In order to evaluate the effectiveness of pcFPM experimentally, we compare the recovered intensity distributions of two segments in a USAF target using conventional FPM and pcFPM respectively.

We employ a light microscope (magnification 4×, NA = 0.1) as the imaging system and an LED matrix (15×15, incident wavelength λ = 632nm) as the light source for providing angle-varied illuminations. The distance between adjacent LED elements is 4mm, and the distance between the sample and LED matrix is about 66mm. A scientific CMOS (sCMOS) camera (PCO.edge 5.5) with the pixel size of 6.5µm is used for recording images under different incident angles. A set of 225 LR intensity images was captured using this setup, and the FOV of the USAF resolution board is presented in Fig. 7(a). Figures 7(b1) and 7(c1) show the enlargements of two different regions (50 × 50 pixels each) in the FOV. The same data set and pupil function reconstruction algorithm are employed to recover the HR image for each segment using the conventional FPM and pcFPM respectively. In addition, three iterations are conducted in the ordinary FPM while similarly three iterations of the entire LED array are performed in pcFPM. The only difference between the conventional FPM and pcFPM utilized in this paper is that pcFPM involves positioning correction procedure. Figures 7(b2) and 7(c2) present the recovered HR intensity images with conventional FPM corresponding to Figs. 7(b1) and 7(c1), respectively. It can be seen that the intensity profile in Fig. 7(b2) is extremely distorted because of the positional misalignment while some parts of Fig. 7(c2) are also distorted. This is because the segment in Fig. 7(b1) is the special region which is sensitive to positional misalignment, as we discussed in section 2.1. With the help of pcFPM, high-quality recovered intensity distributions are obtained, shown in Figs. 7(b3) and 7(c3). The distortion pattern in Fig. 7(b2) is removed completely and every resolution elements in Fig. 7(c3) are obviously recognizable.

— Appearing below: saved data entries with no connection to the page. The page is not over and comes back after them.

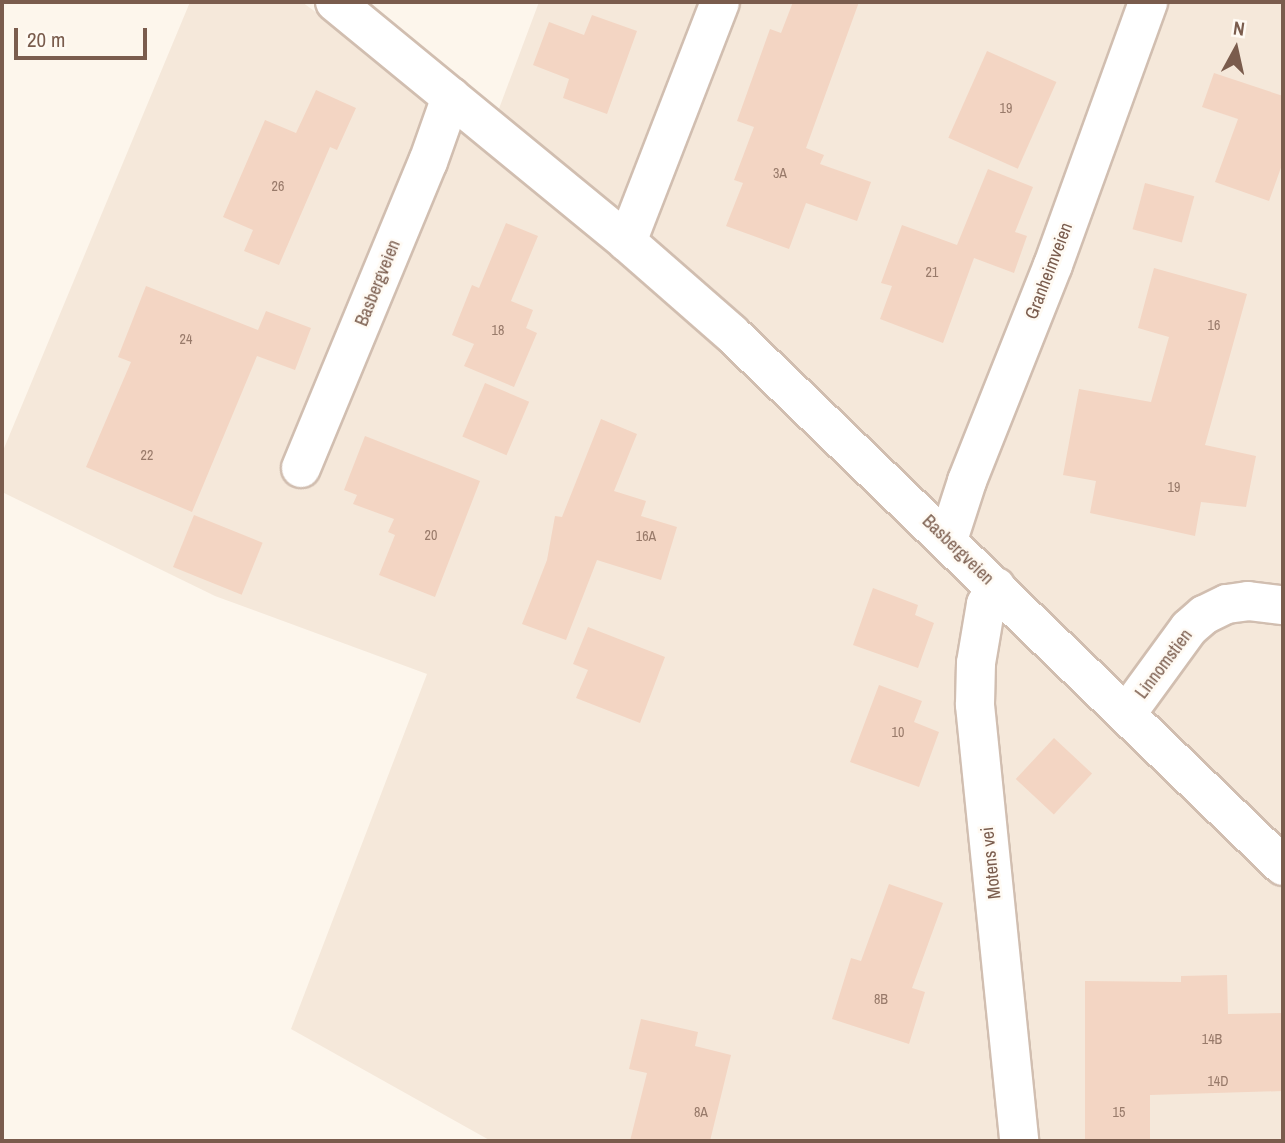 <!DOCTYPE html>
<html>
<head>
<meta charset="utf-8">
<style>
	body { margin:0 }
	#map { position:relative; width:1285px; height:1143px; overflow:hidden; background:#fdf6ec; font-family:"Archivo Narrow",sans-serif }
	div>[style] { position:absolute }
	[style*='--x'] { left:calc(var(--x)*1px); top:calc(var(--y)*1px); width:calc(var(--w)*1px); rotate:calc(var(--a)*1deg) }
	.residential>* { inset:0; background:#f5e8da }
	.building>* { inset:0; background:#f3d5c3; transform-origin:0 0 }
	.roads { filter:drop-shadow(2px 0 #d1beb0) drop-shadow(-2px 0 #d1beb0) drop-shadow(0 2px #d1beb0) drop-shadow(0 -2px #d1beb0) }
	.street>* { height:38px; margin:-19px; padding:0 19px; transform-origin:19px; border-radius:19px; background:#fff }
	.secondary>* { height:38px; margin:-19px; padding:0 19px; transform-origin:19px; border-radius:19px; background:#fff }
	span { translate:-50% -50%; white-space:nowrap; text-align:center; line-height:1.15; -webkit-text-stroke:5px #fffaf3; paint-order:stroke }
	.number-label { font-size:14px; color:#987a6a }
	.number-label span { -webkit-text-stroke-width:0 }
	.street-label { font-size:18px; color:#7a5c4d }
	.frame { position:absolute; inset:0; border:4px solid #7a5c4d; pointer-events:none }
	.north { position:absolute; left:1201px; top:14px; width:70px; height:70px; -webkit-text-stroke:5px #fffaf3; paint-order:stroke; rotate:8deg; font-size:19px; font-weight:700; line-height:28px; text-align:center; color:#7a5c4d }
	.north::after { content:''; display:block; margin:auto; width:24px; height:32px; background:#7a5c4d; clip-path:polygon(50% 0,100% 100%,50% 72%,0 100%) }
	.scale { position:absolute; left:14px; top:28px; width:133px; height:32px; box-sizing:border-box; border:4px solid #7a5c4d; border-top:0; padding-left:9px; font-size:21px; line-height:24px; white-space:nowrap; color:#7a5c4d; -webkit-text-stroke:5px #fffaf3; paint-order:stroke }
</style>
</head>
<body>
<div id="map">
	<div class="residential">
		<i style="clip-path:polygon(190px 2px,302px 2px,488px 138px,539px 2px,1283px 2px,1283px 1141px,491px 1141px,291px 1029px,427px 674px,215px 596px,2px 492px,2px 453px)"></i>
	</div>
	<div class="building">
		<i style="clip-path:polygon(793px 2px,859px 2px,806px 148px,824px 155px,820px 164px,871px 182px,857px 221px,806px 203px,789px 249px,726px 226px,743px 183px,734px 180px,754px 127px,737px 121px,770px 29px,781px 33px)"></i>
		<i style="clip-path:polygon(592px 15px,637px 31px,607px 114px,563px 98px,569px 79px,533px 65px,549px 22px,584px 35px)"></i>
		<i style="left:987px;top:51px;width:76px;height:95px;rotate:24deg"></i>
		<i style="clip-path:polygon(1214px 73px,1283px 96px,1283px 162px,1269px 201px,1215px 182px,1238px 119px,1202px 107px)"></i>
		<i style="clip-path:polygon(316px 90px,356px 108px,337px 150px,330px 147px,279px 265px,244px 251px,253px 230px,223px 217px,265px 120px,296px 133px)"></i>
		<i style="clip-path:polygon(988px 169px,1033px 187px,1015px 232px,1027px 236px,1014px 273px,974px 258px,943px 343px,880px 319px,892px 286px,881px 283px,902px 225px,957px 245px)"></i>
		<i style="left:1145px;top:183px;width:51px;height:48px;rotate:15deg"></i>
		<i style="clip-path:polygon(506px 223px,538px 236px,511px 301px,533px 310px,526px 328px,537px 333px,514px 387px,464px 366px,474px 344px,452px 335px,472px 285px,479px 288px)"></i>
		<i style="clip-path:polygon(1154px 268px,1247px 294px,1205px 445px,1256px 456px,1246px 507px,1201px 502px,1195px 536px,1090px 513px,1096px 481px,1063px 475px,1079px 389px,1151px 402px,1169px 337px,1138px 328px)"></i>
		<i style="clip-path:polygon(146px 286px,258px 330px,266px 311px,311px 328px,295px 370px,257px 356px,192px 512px,86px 467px,131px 362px,118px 357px)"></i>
		<i style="left:485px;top:383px;width:48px;height:58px;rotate:23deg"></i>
		<i style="clip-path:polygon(601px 419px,637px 434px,614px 491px,646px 501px,641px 516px,677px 527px,661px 580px,597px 560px,566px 640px,522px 624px,547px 560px,555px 516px,562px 517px)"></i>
		<i style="clip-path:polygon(365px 436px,480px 481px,435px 597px,379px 575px,395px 535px,388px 532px,394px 519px,353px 504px,357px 495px,344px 490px)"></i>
		<i style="left:194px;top:515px;width:74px;height:56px;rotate:22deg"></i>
		<i style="clip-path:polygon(873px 588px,918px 605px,915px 615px,934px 623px,918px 668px,853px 645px)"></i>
		<i style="clip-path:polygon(588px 627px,665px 657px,640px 723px,576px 698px,588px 670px,573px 664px)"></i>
		<i style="clip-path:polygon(879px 685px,922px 701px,914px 722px,939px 732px,919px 787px,850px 762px)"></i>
		<i style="left:1054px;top:738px;width:52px;height:56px;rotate:43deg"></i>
		<i style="clip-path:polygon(889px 884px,943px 903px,912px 988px,925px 992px,909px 1044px,832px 1019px,851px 958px,861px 961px)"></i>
		<i style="clip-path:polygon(1227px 975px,1228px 1014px,1283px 1013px,1283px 1091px,1150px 1095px,1150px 1141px,1085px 1141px,1085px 981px,1181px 982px,1181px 976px)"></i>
		<i style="clip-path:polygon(641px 1019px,698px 1032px,695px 1046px,731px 1055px,710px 1141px,630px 1141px,647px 1073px,629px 1069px)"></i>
	</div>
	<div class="roads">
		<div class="street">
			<i style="--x:627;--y:242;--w:257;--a:-68.8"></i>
			<i style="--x:301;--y:468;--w:331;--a:-67.5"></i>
			<i style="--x:428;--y:162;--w:69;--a:-70.5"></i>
			<i style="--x:948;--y:540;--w:62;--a:-72.1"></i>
			<i style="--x:967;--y:481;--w:232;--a:-68.3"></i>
			<i style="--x:1053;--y:265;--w:280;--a:-70.1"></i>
			<i style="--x:996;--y:587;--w:20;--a:120"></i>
			<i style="--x:986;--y:604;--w:60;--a:99.6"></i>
			<i style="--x:976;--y:663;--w:42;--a:91.4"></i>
			<i style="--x:975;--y:705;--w:438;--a:84.2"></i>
			<i style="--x:1127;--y:713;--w:105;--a:-53.9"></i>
			<i style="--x:1189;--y:628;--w:20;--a:-41"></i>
			<i style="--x:1204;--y:615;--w:25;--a:-26"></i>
			<i style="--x:1227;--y:604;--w:21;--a:-8"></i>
			<i style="--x:1248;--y:601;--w:35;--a:7"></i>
		</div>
		<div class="secondary">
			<i style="--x:335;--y:2;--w:378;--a:39.4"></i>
			<i style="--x:627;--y:242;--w:138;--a:41.2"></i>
			<i style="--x:731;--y:333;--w:767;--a:44"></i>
		</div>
	</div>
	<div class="number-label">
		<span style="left:1006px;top:108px">19</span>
		<span style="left:780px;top:173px">3A</span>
		<span style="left:278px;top:186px">26</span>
		<span style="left:932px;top:272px">21</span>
		<span style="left:1214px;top:325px">16</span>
		<span style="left:498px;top:330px">18</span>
		<span style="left:186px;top:339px">24</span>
		<span style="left:147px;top:455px">22</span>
		<span style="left:1174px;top:487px">19</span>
		<span style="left:431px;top:535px">20</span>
		<span style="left:646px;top:536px">16A</span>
		<span style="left:898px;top:732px">10</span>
		<span style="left:881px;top:999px">8B</span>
		<span style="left:1212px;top:1039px">14B</span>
		<span style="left:1218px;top:1081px">14D</span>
		<span style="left:701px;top:1112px">8A</span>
		<span style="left:1119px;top:1112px">15</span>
	</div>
	<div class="street-label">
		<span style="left:1049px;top:271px;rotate:-69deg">Granheimveien</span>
		<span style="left:378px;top:283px;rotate:-68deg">Basbergveien</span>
		<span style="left:958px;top:550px;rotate:44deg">Basbergveien</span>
		<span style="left:1164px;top:664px;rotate:-53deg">Linnomstien</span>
		<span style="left:991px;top:863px;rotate:-96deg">Motens vei</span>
	</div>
	<div class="frame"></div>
	<div class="north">N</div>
	<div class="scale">20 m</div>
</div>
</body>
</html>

Fig. 7 Experimental results of two segments in a USAF target recovered with conventional FPM and pcFPM. (a) presents the FOV of the USAF resolution board recorded by the camera; (b1)–(b3) show the the enlargements of one small segment, the reconstructed HR intensity images with conventional FPM and pcFPM respectively; (c1)–(c3) show the the enlargements of another small segment, the reconstructed HR intensity images with conventional FPM and pcFPM respectively.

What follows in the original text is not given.